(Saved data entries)
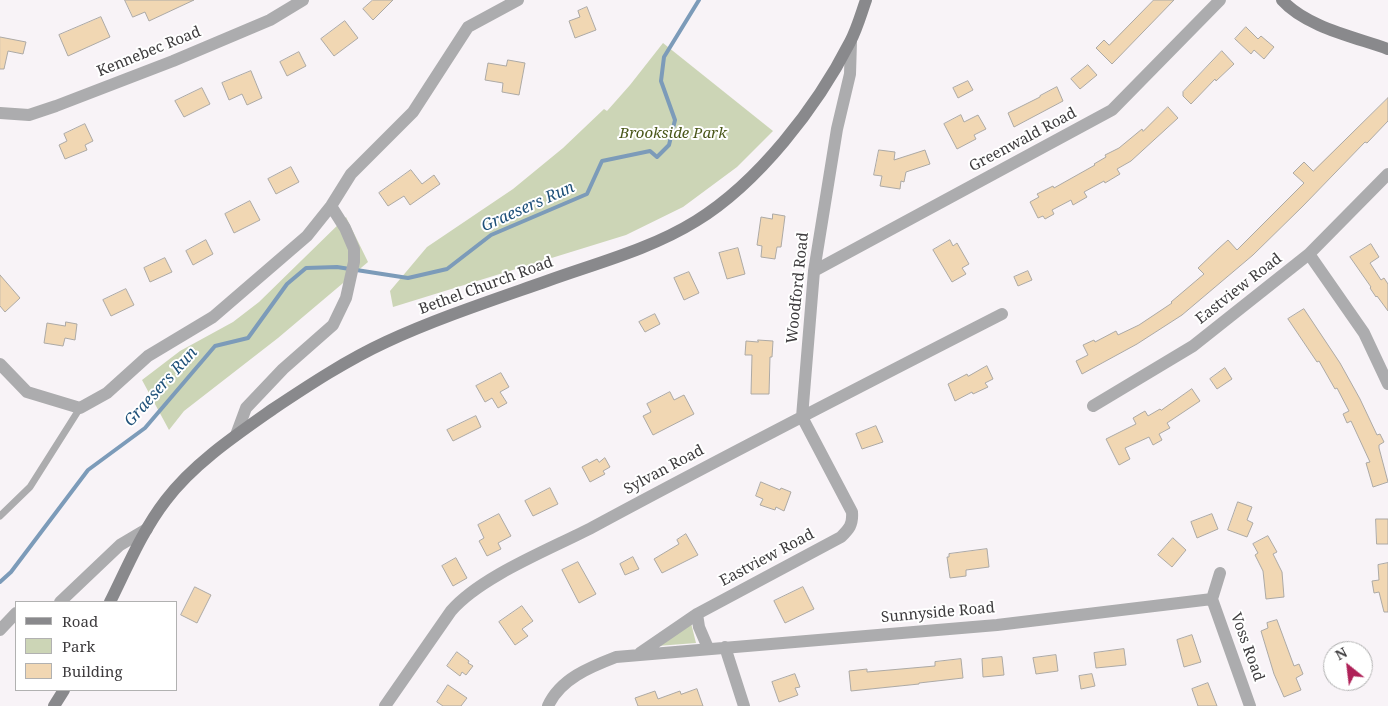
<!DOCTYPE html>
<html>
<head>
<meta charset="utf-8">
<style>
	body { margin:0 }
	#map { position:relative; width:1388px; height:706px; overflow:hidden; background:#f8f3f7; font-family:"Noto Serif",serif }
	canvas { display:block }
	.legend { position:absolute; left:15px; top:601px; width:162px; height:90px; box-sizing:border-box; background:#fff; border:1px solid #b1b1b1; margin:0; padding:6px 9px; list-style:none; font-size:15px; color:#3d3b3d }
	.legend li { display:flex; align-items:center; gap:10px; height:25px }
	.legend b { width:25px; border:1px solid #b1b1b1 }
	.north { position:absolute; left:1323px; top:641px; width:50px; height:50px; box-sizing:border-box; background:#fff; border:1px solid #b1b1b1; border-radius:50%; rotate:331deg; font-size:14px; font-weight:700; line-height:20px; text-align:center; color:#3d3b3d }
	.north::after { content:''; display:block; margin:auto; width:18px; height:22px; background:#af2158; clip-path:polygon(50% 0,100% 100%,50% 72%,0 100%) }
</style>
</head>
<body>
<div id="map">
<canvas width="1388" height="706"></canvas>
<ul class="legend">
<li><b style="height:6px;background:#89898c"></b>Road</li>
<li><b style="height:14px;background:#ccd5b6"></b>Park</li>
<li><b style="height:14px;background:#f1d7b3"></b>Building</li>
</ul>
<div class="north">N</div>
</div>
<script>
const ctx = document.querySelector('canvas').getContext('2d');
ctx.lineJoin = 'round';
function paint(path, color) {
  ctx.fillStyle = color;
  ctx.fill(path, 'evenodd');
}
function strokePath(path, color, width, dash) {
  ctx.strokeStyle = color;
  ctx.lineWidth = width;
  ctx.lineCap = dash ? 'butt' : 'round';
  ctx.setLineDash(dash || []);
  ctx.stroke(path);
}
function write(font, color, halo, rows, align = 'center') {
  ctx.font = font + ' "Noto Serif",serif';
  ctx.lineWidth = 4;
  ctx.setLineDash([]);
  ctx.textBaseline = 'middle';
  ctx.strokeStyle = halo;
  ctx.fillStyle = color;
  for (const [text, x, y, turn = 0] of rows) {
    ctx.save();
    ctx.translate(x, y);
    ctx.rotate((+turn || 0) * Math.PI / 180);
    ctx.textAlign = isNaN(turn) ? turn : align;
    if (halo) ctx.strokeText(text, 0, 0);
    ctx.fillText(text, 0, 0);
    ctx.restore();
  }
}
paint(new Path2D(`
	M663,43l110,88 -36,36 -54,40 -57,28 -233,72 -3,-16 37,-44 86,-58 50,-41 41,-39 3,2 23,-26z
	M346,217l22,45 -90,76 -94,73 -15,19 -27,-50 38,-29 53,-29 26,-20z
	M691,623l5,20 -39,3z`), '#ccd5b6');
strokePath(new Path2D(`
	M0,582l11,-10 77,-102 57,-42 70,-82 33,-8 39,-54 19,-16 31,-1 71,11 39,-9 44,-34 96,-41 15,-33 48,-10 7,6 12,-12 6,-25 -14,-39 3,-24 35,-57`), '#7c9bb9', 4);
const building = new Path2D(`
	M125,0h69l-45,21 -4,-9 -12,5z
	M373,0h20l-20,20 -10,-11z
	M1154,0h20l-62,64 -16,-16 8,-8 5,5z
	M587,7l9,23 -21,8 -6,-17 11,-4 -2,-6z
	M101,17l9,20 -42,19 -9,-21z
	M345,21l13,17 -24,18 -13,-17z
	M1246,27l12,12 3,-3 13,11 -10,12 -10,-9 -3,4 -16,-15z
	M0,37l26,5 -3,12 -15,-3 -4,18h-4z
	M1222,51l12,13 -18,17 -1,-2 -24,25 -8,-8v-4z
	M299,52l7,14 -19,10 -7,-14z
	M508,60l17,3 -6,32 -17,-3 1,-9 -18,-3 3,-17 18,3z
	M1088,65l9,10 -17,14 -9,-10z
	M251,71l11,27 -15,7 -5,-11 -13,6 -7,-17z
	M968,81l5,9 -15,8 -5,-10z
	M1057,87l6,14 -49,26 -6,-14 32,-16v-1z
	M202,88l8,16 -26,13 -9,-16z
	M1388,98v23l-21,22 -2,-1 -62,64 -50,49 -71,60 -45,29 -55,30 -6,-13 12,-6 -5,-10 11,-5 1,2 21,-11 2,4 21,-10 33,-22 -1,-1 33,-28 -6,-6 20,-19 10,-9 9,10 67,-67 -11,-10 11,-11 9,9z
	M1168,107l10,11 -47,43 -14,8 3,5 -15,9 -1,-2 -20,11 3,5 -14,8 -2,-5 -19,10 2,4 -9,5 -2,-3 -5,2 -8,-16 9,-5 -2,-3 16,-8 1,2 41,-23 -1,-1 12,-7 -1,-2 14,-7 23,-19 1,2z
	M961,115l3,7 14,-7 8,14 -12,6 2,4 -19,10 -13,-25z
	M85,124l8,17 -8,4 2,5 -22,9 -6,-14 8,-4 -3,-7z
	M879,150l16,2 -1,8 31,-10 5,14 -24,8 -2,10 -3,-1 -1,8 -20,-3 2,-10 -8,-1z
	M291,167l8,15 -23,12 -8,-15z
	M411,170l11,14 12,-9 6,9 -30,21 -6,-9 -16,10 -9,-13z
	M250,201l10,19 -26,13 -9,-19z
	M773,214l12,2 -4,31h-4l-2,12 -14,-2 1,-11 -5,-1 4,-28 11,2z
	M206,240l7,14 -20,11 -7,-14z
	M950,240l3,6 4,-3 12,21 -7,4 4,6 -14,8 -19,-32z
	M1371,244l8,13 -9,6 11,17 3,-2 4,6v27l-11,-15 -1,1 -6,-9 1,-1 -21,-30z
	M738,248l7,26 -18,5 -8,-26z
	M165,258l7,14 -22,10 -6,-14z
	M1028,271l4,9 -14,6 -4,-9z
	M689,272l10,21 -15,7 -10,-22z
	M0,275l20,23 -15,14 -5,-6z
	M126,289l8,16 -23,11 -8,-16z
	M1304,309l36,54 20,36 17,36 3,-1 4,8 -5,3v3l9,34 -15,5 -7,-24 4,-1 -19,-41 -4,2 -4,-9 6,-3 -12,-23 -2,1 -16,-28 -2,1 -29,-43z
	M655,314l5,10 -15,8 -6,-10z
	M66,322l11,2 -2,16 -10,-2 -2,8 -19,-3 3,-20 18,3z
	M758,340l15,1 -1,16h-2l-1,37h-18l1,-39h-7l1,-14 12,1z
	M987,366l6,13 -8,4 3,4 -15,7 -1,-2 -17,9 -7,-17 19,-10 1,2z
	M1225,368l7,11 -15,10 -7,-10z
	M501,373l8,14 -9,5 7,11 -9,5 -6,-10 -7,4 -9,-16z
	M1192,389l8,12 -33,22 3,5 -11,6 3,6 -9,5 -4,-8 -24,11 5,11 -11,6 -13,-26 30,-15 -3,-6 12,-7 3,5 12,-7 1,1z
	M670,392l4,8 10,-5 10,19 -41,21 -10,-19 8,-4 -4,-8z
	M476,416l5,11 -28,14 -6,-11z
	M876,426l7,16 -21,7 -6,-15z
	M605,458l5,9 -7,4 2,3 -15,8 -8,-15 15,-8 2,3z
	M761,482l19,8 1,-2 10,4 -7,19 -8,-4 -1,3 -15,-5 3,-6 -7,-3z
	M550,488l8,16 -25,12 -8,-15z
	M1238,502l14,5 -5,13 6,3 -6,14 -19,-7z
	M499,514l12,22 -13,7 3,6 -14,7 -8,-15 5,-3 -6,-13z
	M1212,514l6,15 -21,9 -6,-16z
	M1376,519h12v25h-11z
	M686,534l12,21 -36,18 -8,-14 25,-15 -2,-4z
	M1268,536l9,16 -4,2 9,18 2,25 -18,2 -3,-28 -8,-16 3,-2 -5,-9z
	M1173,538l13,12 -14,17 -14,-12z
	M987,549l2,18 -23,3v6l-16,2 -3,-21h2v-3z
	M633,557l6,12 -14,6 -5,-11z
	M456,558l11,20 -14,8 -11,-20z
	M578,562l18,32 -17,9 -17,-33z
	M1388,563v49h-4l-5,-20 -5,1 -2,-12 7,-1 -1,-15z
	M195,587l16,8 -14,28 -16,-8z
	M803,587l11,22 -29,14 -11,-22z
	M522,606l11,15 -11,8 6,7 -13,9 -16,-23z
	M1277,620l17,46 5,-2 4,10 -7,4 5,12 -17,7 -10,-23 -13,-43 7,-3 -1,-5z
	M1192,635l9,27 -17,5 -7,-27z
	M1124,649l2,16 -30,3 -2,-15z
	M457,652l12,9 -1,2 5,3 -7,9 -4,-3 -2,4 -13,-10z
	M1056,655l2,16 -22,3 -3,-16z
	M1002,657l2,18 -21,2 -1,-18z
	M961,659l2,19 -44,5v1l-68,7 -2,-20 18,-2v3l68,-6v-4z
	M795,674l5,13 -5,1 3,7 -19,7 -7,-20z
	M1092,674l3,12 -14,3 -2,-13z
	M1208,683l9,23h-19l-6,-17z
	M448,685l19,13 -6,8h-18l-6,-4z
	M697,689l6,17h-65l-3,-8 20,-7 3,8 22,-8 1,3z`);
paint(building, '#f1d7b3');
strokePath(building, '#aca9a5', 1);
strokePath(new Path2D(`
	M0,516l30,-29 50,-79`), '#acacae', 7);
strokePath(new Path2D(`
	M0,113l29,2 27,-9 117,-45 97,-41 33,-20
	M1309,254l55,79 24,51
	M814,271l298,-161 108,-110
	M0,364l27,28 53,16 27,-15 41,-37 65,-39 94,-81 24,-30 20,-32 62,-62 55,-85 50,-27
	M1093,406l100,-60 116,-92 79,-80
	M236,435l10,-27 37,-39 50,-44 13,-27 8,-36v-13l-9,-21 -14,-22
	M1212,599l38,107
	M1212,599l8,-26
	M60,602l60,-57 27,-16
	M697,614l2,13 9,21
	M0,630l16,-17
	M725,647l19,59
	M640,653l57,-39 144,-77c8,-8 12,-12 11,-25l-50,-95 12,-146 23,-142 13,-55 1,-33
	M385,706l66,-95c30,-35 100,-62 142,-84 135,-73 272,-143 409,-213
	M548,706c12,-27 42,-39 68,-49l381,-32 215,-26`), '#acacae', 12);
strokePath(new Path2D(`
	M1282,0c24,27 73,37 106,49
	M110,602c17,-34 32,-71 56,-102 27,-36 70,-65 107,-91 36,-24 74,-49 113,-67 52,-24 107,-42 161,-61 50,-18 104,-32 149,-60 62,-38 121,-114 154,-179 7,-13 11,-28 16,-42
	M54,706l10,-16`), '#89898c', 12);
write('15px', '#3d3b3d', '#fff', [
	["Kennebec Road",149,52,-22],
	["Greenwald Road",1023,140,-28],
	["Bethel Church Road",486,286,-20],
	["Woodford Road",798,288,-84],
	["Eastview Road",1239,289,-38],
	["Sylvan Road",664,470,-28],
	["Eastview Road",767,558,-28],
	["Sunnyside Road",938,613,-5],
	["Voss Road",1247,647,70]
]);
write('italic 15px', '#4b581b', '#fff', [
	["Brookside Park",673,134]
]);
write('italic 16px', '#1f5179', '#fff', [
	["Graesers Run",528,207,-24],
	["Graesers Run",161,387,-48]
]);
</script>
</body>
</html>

PROBLEM DETAILS: Leave out the pictures. Transcribe only the lines above, from the first through the one that contains "ctx.setLineDash([]);".

FINISHED EXERCISE:
<!DOCTYPE html>
<html>
<head>
<meta charset="utf-8">
<style>
	body { margin:0 }
	#map { position:relative; width:1388px; height:706px; overflow:hidden; background:#f8f3f7; font-family:"Noto Serif",serif }
	canvas { display:block }
	.legend { position:absolute; left:15px; top:601px; width:162px; height:90px; box-sizing:border-box; background:#fff; border:1px solid #b1b1b1; margin:0; padding:6px 9px; list-style:none; font-size:15px; color:#3d3b3d }
	.legend li { display:flex; align-items:center; gap:10px; height:25px }
	.legend b { width:25px; border:1px solid #b1b1b1 }
	.north { position:absolute; left:1323px; top:641px; width:50px; height:50px; box-sizing:border-box; background:#fff; border:1px solid #b1b1b1; border-radius:50%; rotate:331deg; font-size:14px; font-weight:700; line-height:20px; text-align:center; color:#3d3b3d }
	.north::after { content:''; display:block; margin:auto; width:18px; height:22px; background:#af2158; clip-path:polygon(50% 0,100% 100%,50% 72%,0 100%) }
</style>
</head>
<body>
<div id="map">
<canvas width="1388" height="706"></canvas>
<ul class="legend">
<li><b style="height:6px;background:#89898c"></b>Road</li>
<li><b style="height:14px;background:#ccd5b6"></b>Park</li>
<li><b style="height:14px;background:#f1d7b3"></b>Building</li>
</ul>
<div class="north">N</div>
</div>
<script>
const ctx = document.querySelector('canvas').getContext('2d');
ctx.lineJoin = 'round';
function paint(path, color) {
  ctx.fillStyle = color;
  ctx.fill(path, 'evenodd');
}
function strokePath(path, color, width, dash) {
  ctx.strokeStyle = color;
  ctx.lineWidth = width;
  ctx.lineCap = dash ? 'butt' : 'round';
  ctx.setLineDash(dash || []);
  ctx.stroke(path);
}
function write(font, color, halo, rows, align = 'center') {
  ctx.font = font + ' "Noto Serif",serif';
  ctx.lineWidth = 4;
  ctx.setLineDash([]);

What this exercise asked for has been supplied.